BEGIN
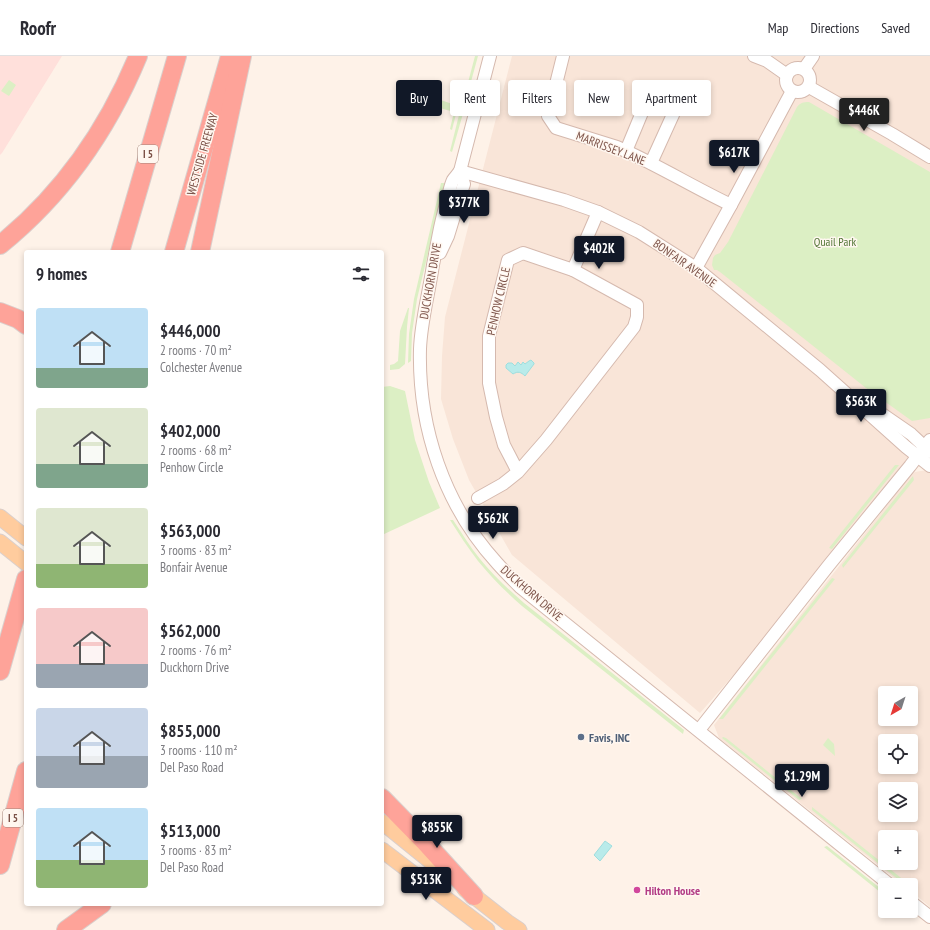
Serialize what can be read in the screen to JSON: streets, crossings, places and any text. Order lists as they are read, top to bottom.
{
  "streets": {
    "highway": ["I 5", "WESTSIDE FREEWAY"],
    "street": [
      "MARRISSEY LANE",
      "BONFAIR AVENUE",
      "DUCKHORN DRIVE",
      "PENHOW CIRCLE"
    ]
  },
  "crossings": [
    ["BONFAIR AVENUE", "DUCKHORN DRIVE"]
  ],
  "parks": ["Quail Park"],
  "places": ["Favis, INC", "Hilton House"],
  "north": "bottom left",
  "page": {
    "header": "Roofr",
    "nav": ["Map", "Directions", "Saved"],
    "chip": [
      "Buy",
      "Rent",
      "Filters",
      "New",
      "Apartment"
    ],
    "price": [
      "$446K",
      "$617K",
      "$377K",
      "$402K",
      "$563K",
      "$562K",
      "$1.29M",
      "$855K",
      "$513K"
    ],
    "heading": "9 homes",
    "list": [
      {
        "name": "$446,000",
        "note": "2 rooms · 70 m² · Colchester Avenue"
      },
      {
        "name": "$402,000",
        "note": "2 rooms · 68 m² · Penhow Circle"
      },
      {
        "name": "$563,000",
        "note": "3 rooms · 83 m² · Bonfair Avenue"
      },
      {
        "name": "$562,000",
        "note": "2 rooms · 76 m² · Duckhorn Drive"
      },
      {
        "name": "$855,000",
        "note": "3 rooms · 110 m² · Del Paso Road"
      },
      {
        "name": "$513,000",
        "note": "3 rooms · 83 m² · Del Paso Road"
      }
    ],
    "map_buttons": ["+", "−"]
  }
}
END
» **What to produce**
Extract every line of the records above that contains the word "bottom".

» **Written answer**
Serialize what can be read in the screen to JSON: streets, crossings, places and any text. Order lists as they are read, top to bottom.
  "north": "bottom left",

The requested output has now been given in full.